Four of the names included in the casualties to the Yeomanry, reported in the engagement at Kheis, are those of St. Helens men - viz., Private J. Fairclough, of Peasley Cross, killed ; Private W. Swire, plumber, of George-street, wounded ; Private F. J. Roberts, Vincent-street, wounded ; and Private Dancer, wounded.
x x x x x x x x x
Trooper J. P. Fairclough was one of the finest-looking members of the "B" troop of Lancashire Hussars. Although he would not have attained his 23rd year until the 23rd of this month, he was 5 feet 10 inches in height, and well built. He resided with his parents in Peasley Cross-lane, and in civil life was employed at the Whitecross Colliery.
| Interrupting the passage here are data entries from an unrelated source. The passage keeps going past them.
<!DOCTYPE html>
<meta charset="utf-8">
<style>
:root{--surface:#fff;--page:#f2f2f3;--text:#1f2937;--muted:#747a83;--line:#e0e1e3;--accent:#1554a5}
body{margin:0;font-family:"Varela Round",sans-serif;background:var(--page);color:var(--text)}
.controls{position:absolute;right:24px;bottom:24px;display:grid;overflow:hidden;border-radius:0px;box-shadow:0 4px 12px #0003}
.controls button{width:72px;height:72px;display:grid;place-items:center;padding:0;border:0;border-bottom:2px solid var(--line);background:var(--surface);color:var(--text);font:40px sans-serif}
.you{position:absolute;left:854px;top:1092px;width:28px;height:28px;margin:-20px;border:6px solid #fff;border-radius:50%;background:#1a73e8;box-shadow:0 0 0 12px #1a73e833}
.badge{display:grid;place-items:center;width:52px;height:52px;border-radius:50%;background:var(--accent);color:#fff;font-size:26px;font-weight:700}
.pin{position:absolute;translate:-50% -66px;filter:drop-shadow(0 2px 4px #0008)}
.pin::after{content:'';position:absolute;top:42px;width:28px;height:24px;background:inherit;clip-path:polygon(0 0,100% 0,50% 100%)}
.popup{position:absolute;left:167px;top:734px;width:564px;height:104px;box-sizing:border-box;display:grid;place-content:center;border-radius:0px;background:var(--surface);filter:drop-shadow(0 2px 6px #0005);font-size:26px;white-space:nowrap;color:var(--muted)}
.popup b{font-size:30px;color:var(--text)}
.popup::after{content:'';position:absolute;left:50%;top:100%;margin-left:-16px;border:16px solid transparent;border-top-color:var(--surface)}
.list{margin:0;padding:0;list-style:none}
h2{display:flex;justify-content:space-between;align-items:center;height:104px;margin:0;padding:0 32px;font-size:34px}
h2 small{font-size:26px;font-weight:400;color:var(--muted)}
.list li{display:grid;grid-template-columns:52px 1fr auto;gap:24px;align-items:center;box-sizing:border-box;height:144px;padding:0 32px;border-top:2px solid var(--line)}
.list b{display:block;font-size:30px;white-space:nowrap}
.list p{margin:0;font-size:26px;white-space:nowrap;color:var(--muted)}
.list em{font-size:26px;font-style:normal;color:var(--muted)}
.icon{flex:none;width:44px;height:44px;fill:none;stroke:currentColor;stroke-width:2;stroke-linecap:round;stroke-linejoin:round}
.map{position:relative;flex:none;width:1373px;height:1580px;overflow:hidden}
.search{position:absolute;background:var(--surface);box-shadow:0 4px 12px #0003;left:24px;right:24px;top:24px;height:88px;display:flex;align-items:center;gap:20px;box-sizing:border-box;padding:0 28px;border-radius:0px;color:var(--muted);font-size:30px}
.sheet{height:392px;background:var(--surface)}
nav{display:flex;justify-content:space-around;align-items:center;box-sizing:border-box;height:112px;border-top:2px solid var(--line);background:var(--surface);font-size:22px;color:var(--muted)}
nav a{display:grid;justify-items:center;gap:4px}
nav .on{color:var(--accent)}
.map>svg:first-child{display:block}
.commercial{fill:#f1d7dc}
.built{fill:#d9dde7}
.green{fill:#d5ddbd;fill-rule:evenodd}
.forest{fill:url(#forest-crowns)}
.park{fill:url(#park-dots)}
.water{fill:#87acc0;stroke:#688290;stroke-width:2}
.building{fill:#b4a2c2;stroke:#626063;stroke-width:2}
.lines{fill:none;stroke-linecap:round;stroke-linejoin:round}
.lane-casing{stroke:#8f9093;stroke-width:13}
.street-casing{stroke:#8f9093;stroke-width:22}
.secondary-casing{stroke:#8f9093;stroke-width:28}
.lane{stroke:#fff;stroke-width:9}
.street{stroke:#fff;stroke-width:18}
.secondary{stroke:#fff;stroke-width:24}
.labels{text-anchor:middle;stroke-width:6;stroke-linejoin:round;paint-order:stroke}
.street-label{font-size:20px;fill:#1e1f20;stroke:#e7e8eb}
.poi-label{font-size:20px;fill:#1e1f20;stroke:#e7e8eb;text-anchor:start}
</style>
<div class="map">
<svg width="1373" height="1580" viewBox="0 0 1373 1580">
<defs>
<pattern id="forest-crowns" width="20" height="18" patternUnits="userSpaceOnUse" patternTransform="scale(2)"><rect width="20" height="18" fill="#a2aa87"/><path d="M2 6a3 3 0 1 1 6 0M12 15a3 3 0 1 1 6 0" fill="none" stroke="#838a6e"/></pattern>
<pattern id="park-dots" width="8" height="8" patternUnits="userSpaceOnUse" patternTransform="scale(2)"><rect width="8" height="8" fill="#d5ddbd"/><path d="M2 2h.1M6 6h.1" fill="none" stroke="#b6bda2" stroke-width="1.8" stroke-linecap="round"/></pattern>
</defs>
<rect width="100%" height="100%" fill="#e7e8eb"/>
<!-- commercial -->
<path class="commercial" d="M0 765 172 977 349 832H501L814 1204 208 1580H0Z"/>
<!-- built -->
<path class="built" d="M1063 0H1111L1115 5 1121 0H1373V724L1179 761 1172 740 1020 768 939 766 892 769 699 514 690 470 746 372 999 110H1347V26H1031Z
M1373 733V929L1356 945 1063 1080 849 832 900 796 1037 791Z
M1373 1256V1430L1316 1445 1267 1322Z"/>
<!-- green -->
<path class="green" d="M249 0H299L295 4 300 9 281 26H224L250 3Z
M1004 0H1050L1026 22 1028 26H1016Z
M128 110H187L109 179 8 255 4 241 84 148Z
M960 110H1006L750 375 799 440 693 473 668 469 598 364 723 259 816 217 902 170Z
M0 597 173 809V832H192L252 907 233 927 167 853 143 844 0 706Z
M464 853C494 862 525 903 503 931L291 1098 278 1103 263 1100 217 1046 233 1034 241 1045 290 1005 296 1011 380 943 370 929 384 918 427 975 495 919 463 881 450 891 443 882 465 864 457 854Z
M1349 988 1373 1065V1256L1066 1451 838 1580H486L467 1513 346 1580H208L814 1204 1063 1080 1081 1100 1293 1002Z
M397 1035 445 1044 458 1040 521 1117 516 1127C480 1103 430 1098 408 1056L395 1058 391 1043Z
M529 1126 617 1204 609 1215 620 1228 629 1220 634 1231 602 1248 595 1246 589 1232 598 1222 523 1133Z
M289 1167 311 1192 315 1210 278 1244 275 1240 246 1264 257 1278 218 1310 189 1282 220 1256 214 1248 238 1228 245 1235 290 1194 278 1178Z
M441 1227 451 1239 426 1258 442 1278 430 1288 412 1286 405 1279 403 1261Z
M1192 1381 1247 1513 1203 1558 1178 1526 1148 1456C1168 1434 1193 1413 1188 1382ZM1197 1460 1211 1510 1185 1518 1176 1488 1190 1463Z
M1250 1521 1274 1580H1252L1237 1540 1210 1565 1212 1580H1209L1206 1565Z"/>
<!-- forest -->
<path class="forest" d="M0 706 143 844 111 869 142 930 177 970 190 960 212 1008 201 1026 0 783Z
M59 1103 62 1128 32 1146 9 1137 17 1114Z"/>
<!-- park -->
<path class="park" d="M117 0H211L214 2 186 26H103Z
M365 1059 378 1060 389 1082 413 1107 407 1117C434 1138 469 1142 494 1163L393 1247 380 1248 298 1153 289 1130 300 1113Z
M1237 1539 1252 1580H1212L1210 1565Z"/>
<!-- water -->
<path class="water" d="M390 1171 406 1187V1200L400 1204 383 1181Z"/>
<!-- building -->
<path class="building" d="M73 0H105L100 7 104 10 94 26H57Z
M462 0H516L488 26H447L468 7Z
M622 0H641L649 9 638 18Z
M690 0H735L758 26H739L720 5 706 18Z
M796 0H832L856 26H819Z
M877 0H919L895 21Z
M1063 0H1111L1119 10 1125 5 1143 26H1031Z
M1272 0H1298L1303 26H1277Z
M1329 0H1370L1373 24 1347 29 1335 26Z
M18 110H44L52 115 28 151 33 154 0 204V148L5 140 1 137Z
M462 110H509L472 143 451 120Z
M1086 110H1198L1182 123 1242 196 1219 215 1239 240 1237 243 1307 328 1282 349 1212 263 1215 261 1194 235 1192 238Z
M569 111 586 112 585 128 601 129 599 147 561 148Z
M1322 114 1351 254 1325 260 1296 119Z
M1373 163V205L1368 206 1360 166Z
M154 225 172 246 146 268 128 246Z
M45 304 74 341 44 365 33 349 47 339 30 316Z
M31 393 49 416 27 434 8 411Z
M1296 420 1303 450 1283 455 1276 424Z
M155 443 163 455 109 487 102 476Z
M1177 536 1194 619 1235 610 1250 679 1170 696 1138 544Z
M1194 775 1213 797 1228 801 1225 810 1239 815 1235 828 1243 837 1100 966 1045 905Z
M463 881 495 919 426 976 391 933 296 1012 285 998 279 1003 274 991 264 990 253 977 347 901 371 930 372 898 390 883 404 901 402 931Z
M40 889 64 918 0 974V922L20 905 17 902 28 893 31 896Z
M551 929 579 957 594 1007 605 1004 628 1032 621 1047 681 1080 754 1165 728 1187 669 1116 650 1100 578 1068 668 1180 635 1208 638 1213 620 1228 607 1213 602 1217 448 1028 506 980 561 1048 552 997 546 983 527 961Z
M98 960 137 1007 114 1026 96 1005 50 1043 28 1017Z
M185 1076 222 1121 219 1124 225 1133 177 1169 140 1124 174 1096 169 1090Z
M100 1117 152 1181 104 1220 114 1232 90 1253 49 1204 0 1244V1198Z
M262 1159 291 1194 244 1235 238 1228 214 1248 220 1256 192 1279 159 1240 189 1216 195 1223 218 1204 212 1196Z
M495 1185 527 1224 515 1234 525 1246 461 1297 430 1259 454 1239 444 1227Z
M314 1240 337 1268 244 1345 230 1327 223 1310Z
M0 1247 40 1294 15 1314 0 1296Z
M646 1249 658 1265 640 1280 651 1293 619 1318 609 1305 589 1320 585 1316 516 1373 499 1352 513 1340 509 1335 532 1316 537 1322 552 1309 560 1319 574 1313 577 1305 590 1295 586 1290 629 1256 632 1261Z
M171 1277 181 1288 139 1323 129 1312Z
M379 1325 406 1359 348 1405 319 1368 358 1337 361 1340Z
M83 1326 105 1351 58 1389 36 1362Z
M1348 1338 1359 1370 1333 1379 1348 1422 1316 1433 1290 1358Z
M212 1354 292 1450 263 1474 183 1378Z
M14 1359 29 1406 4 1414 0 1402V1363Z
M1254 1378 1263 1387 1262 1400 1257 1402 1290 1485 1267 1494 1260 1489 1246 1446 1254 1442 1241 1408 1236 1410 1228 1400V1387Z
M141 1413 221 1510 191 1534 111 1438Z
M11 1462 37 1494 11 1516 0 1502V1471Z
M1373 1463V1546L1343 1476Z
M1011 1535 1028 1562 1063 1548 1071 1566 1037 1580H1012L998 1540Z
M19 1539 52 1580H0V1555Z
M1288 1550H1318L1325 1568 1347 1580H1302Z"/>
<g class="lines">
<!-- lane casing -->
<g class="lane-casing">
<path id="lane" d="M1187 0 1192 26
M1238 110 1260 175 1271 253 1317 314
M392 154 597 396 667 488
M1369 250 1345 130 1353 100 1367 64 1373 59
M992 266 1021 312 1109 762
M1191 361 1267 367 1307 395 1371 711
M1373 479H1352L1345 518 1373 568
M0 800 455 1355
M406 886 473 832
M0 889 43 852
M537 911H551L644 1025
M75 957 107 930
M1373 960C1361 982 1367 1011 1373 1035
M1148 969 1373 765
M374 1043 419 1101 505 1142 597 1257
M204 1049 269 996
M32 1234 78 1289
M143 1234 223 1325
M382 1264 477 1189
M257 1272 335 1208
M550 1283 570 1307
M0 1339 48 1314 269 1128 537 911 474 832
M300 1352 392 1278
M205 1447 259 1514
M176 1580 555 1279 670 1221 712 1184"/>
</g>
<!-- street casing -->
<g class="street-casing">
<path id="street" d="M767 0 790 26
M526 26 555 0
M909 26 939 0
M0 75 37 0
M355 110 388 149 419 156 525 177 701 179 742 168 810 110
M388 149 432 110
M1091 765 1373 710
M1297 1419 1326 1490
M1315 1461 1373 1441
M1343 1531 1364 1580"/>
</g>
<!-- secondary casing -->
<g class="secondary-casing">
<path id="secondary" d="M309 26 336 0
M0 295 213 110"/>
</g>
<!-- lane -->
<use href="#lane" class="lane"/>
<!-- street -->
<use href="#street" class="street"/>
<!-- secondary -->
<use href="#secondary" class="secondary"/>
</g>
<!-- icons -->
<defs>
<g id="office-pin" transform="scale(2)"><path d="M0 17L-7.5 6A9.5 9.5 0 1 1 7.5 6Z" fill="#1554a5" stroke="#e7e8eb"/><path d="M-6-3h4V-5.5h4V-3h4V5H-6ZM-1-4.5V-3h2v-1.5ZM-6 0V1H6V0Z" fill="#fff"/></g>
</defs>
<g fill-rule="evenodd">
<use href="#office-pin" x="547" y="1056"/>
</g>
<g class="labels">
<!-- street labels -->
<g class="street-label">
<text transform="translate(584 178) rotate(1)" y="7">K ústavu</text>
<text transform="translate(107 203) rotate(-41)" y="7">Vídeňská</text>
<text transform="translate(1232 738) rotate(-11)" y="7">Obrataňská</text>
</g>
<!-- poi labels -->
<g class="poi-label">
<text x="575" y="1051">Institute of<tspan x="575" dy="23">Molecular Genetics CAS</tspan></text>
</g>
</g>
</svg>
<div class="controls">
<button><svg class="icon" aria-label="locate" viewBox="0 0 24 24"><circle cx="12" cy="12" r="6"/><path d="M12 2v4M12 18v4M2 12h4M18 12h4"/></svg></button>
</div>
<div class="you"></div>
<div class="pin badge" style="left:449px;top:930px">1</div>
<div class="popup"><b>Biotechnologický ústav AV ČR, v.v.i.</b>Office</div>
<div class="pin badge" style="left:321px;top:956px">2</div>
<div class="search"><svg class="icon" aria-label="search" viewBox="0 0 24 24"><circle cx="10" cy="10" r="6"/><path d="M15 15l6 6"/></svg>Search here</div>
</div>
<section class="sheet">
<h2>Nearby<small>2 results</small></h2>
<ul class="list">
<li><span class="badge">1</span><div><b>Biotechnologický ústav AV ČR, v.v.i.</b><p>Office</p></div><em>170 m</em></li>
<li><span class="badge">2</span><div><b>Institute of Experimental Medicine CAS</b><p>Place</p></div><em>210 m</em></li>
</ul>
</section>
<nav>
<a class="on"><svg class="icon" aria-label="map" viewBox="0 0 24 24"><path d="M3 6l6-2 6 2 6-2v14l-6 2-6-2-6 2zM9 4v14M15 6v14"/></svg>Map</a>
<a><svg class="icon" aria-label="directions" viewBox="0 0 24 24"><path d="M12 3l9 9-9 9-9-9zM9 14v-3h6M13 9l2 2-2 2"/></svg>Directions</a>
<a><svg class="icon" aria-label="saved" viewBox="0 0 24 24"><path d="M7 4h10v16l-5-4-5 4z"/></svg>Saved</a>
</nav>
Deceased had only been in troop two years, but was a very efficient member, and all who knew him regret his death at so early an age. His parents received word from the War Office on Friday that their son had been killed, and naturally the news has been the source of great grief to them. Deceased has a brother in the same troop, who fortunately came through the action without injury.
It will be remembered that some weeks ago the St. Helens Yeomanry were in action at Kheis, in Cape Colony, and several were wounded. The sad intelligence has reached St. Helens that it has been found necessary to amputate Trooper Roberts' leg, in consequence of a wound. The sympathy of all St. Helens people will be extended to his parents.